=== Begin Enclosure ===
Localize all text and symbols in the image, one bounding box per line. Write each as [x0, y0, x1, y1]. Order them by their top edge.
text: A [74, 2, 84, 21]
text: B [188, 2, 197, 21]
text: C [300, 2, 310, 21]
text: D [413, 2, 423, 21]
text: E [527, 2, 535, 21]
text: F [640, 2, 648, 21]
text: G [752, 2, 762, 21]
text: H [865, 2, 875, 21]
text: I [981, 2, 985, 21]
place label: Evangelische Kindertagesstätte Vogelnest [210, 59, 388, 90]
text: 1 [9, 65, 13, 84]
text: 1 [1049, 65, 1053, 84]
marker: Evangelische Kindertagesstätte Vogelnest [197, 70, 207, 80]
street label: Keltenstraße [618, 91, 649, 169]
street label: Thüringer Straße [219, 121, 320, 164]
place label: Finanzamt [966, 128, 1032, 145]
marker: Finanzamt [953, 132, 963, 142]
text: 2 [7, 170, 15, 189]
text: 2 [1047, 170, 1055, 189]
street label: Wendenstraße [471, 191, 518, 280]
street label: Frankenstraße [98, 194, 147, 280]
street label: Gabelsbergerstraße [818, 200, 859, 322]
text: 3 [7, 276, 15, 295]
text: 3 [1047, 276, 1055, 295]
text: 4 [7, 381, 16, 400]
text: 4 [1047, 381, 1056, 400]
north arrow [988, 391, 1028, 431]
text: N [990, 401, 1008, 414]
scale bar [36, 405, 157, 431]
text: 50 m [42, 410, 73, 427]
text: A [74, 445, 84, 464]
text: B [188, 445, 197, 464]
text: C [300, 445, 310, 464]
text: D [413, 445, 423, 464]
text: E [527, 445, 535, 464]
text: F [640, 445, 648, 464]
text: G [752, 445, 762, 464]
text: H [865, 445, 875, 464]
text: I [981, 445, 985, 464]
=== End Enclosure ===
**Task details**
Count every line in the listing above where the string "Kindertagesstätte" occurs, and report the count and nothing more.

**Answer box**
2